The oil companies, Suncor and Exxon Mobil, had asked that the case be heard in federal court, but the Supreme Court’s rejection of their appeal means that the case will now be heard in Colorado state courts.
The case, filed in 2018, has been bouncing back and forth between state and federal courts over jurisdictional disputes.
The court also declined to hear four other similar appeals, sending them all back to state courts.
Plaintiffs in all five cases are using a strategy developed by environmentalists of asking for damages under state nuisance and consumer protection laws, claiming that the oil companies have harmed state and local entities by extracting and selling oil and natural gas to consumers and have lied about the harmful effects on the climate.
The strategy has been used by more than 20 states and local governments across the country since 2017, but with little success, according to Maryland federal district court judge Stephanie Gallagher.
“The court’s denial today should not be read too broadly,” said Paul Seby, a 30-year environmental law attorney from Denver. “It is not a position on the merits of these cases but a ‘not now’ action. The court has already clearly said the federal Clean Air Act preempts these sorts of suits. They may progress but their longer-term viability remains questionable for that reason.”

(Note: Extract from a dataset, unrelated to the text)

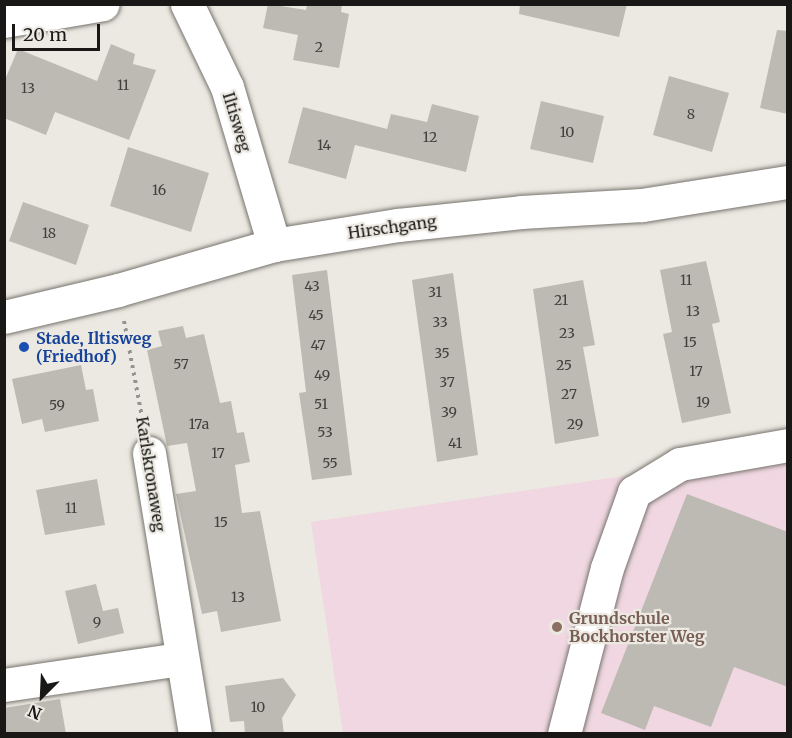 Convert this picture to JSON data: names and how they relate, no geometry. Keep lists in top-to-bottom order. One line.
{"streets":{"street":["Iltisweg","Hirschgang","Karlskronaweg"]},"crossings":[["Iltisweg","Hirschgang"],["Hirschgang","Karlskronaweg"]],"places":["Stade, Iltisweg (Friedhof)","Grundschule Bockhorster Weg"],"house_numbers":["2","11","13","8","10","12","14","16","18","11","43","31","21","13","45","33","23","15","47","35","57","25","17","49","37","27","19","51","59","39","17a","29","53","41","17","55","11","15","13","9","10"],"scale_bar":"20 m","north":"bottom left"} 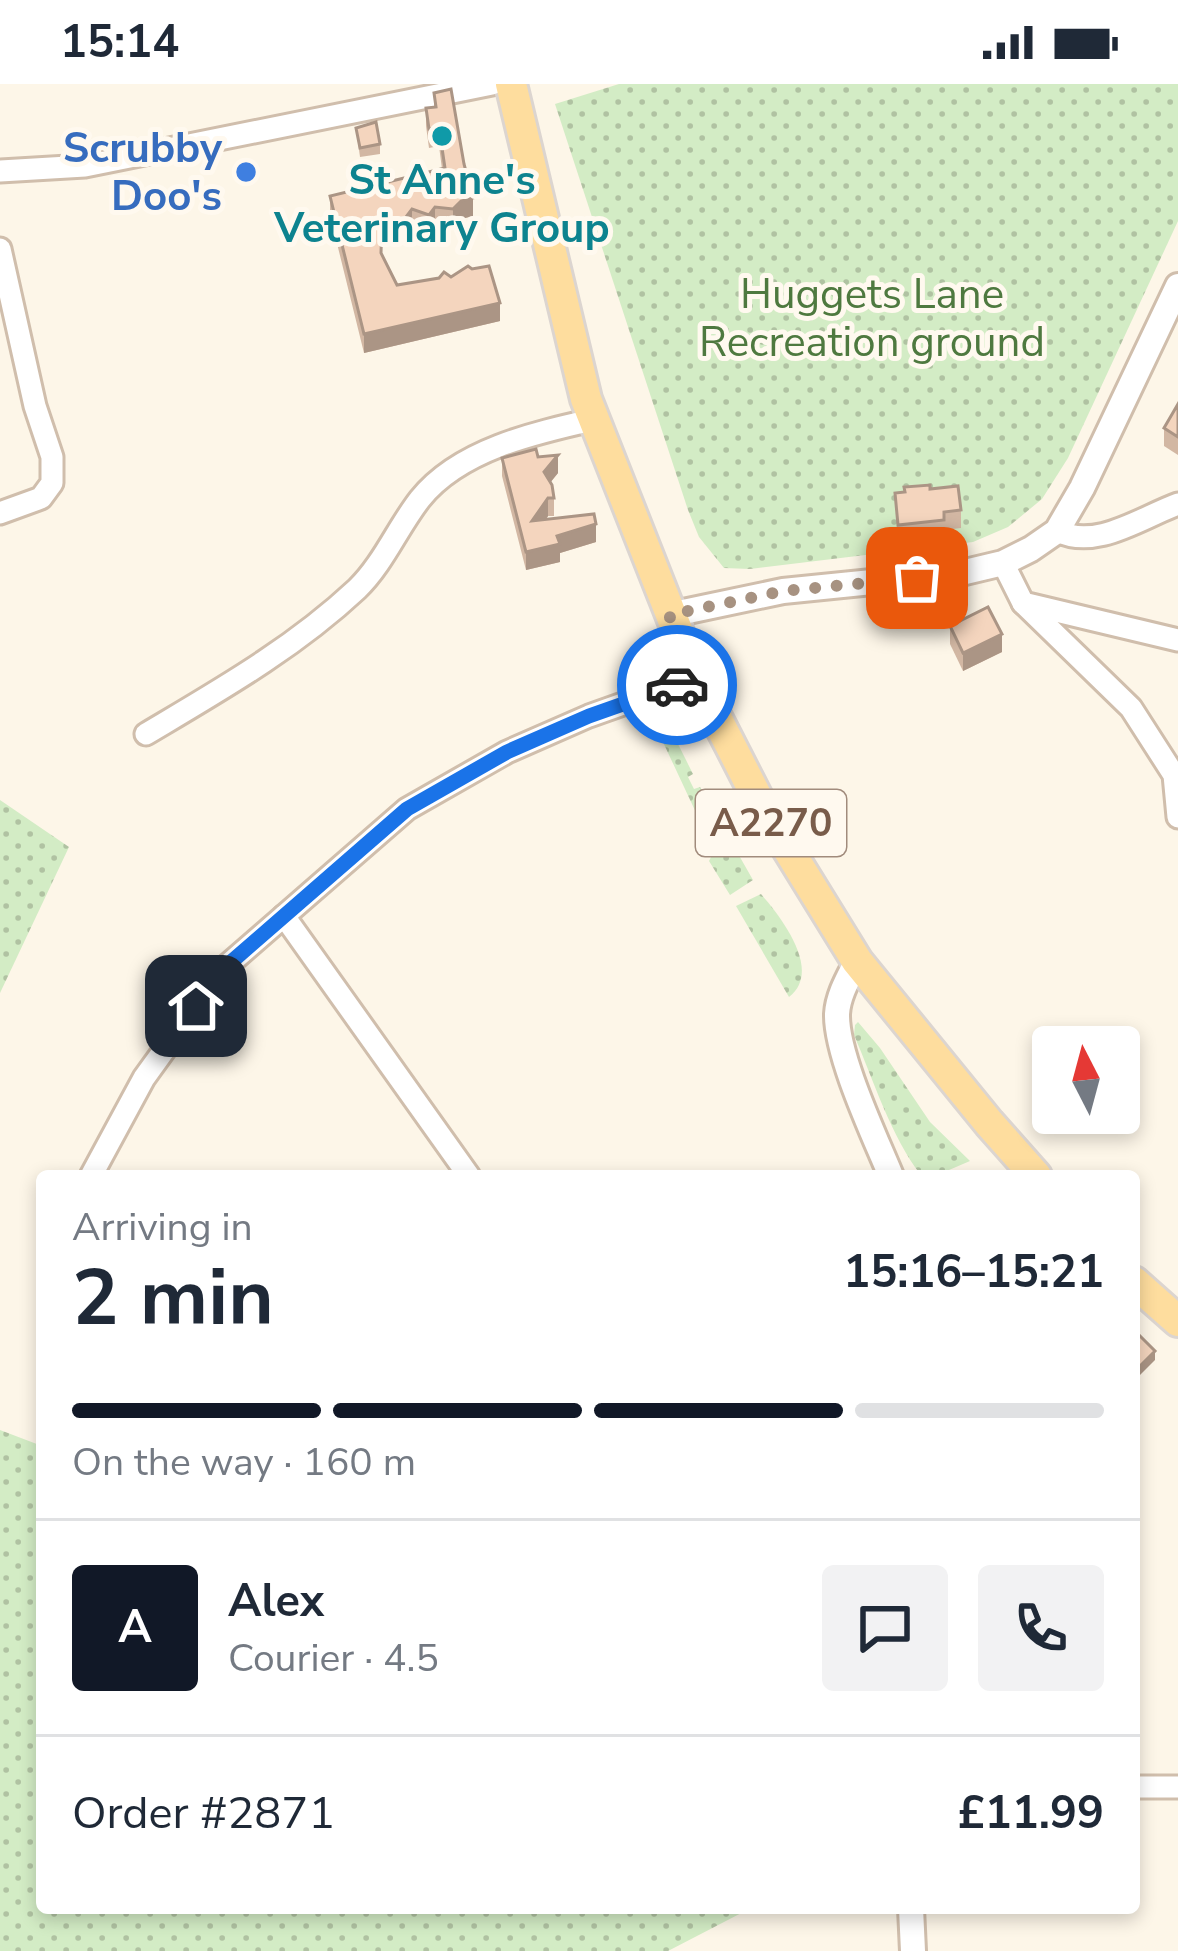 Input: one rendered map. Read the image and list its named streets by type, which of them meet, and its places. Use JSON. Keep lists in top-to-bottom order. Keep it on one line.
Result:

The plaintiffs deny they are making claims requiring federal adjudication and insist they are suing for compensation for alleged harms caused, or that will be caused, only under state laws.
“This is excellent news for San Miguel County,” said San Miguel County Commissioner, Hilary Cooper. “It’s only fair that our lawsuit against Suncor and Exxon be heard not before the U.S. Supreme Court, but in Colorado, closer to the communities where the impacts of climate change are most acutely felt.”

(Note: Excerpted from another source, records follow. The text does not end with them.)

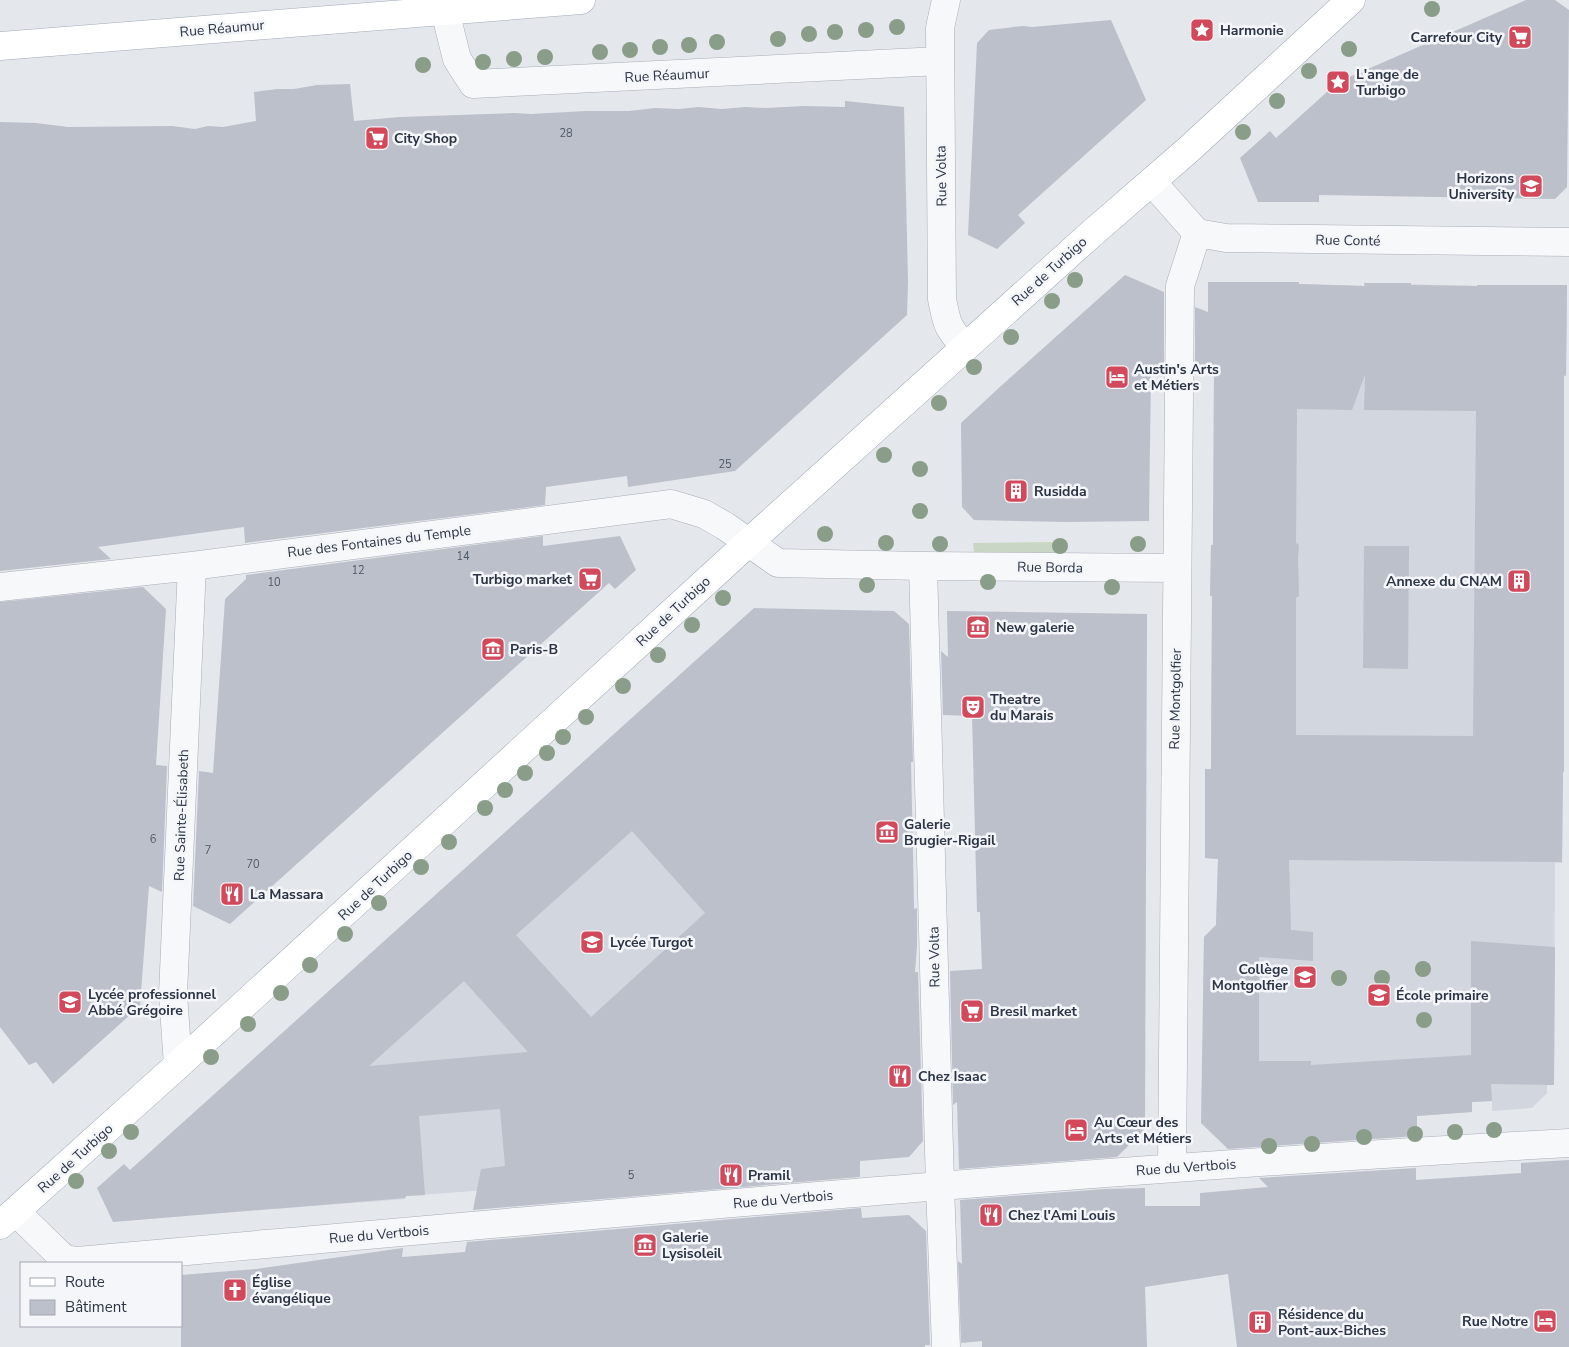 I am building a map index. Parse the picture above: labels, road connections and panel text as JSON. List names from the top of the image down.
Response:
{
  "streets": {
    "main road": ["Rue Réaumur", "Rue de Turbigo"],
    "street": [
      "Rue Volta",
      "Rue Conté",
      "Rue des Fontaines du Temple",
      "Rue Borda",
      "Rue Montgolfier",
      "Rue Sainte-Élisabeth",
      "Rue du Vertbois"
    ]
  },
  "crossings": [
    ["Rue Réaumur", "Rue Volta"],
    ["Rue Volta", "Rue de Turbigo"],
    ["Rue Volta", "Rue Borda"],
    ["Rue Volta", "Rue du Vertbois"],
    ["Rue Conté", "Rue Montgolfier"],
    ["Rue de Turbigo", "Rue des Fontaines du Temple"],
    ["Rue de Turbigo", "Rue Sainte-Élisabeth"],
    ["Rue de Turbigo", "Rue du Vertbois"],
    ["Rue des Fontaines du Temple", "Rue Sainte-Élisabeth"],
    ["Rue Borda", "Rue Montgolfier"],
    ["Rue Montgolfier", "Rue du Vertbois"]
  ],
  "places": {
    "place": ["Harmonie", "L'ange de Turbigo"],
    "supermarket": [
      "Carrefour City",
      "City Shop",
      "Turbigo market",
      "Bresil market"
    ],
    "school or university": [
      "Horizons University",
      "Lycée Turgot",
      "Collège Montgolfier",
      "École primaire",
      "Lycée professionnel Abbé Grégoire"
    ],
    "hotel": ["Austin's Arts et Métiers", "Au Cœur des Arts et Métiers", "Rue Notre"],
    "building": ["Rusidda", "Annexe du CNAM", "Résidence du Pont-aux-Biches"],
    "museum": [
      "New galerie",
      "Paris-B",
      "Galerie Brugier-Rigail",
      "Galerie Lysisoleil"
    ],
    "theatre": ["Theatre du Marais"],
    "restaurant": [
      "La Massara",
      "Chez Isaac",
      "Pramil",
      "Chez l'Ami Louis"
    ],
    "church": ["Église évangélique"]
  },
  "house_numbers": [
    "28",
    "25",
    "14",
    "12",
    "10",
    "6",
    "7",
    "70",
    "5"
  ],
  "legend": ["Route", "Bâtiment"]
}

“Enough with the delays. It’s time for fossil fuel companies to help local governments with the costs of addressing climate change in the name of protecting the health and well-being of our residents,” she added.

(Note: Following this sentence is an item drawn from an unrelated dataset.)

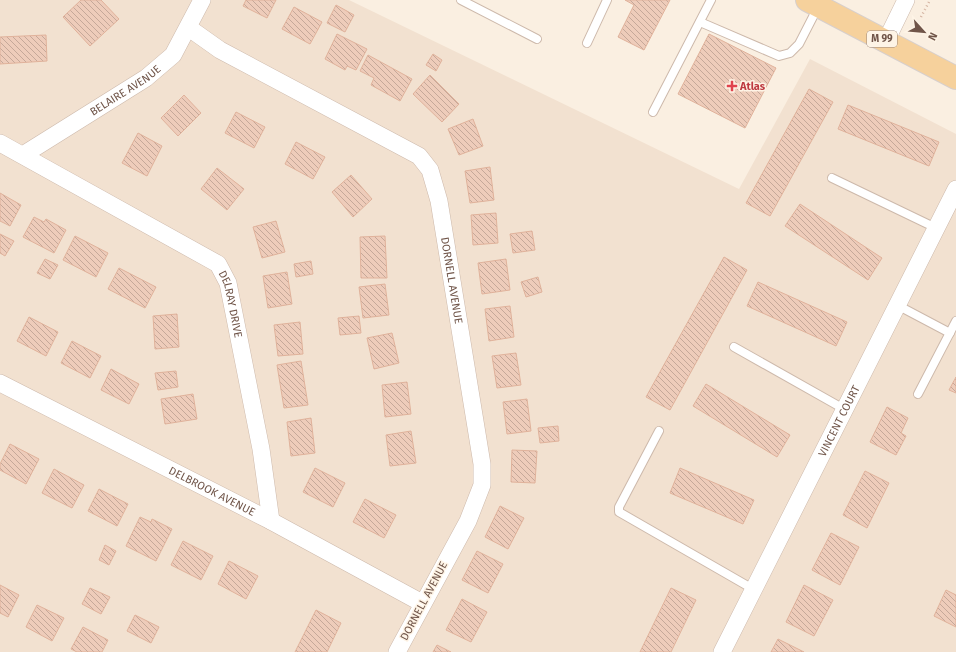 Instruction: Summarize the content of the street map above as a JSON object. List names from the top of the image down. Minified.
{"streets":{"main road":["M 99"],"street":["BELAIRE AVENUE","DORNELL AVENUE","DELRAY DRIVE","VINCENT COURT","DELBROOK AVENUE"]},"crossings":[["BELAIRE AVENUE","DORNELL AVENUE"],["BELAIRE AVENUE","DELRAY DRIVE"],["DORNELL AVENUE","DELBROOK AVENUE"],["DELRAY DRIVE","DELBROOK AVENUE"]],"places":{"health":["Atlas"]},"north":"bottom right"}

Citing a unanimous 2011 U.S. Supreme Court decision authored by Justice Ruth Bader Ginsburg, Seby said, “Greenhouse gasses are now a federal pollutant and federally preempted for purposes of tort law. States can be more stringent in their level of regulations, but the Clean Air Act is a bar against nuisance claims.”
Each of the attempts by the five oil company defendants to remove the cases from state courts to federal courts was rebuffed by federal district court judges based on legally arcane rules and caselaw guiding such removals.
Those decisions caused the oil companies to petition the Supreme Court to move them into the federal court system.
Today’s action by the Supreme Court denied the petitions without comment, as is usual. Justice Brett Cavanaugh noted that he would have granted the petition in the Colorado case.
“The Supreme Court’s decision to not hear the federal law issues in this case is certainly disappointing because it risks the creation of a patchwork of state court approaches to important public policy matters that are inherently federal and global in nature,” said Phil Goldberg, Special Counsel for the Manufacturers’ Accountability Project, in a statement. “But today’s events do not undermine the fact that, even under state law, selling Americans the energy they need and use every day is not a liability inducing event.”
The cases are Suncor v. Board of County Commissioners of Boulder County; BP v. Mayor and City Council of Baltimore; Chevron v. San Mateo County; Sunoco v. City and County of Honolulu; and, Shell Oil Products v. Rhode Island.
Neither Boulder nor Boulder County provided statements prior to press time.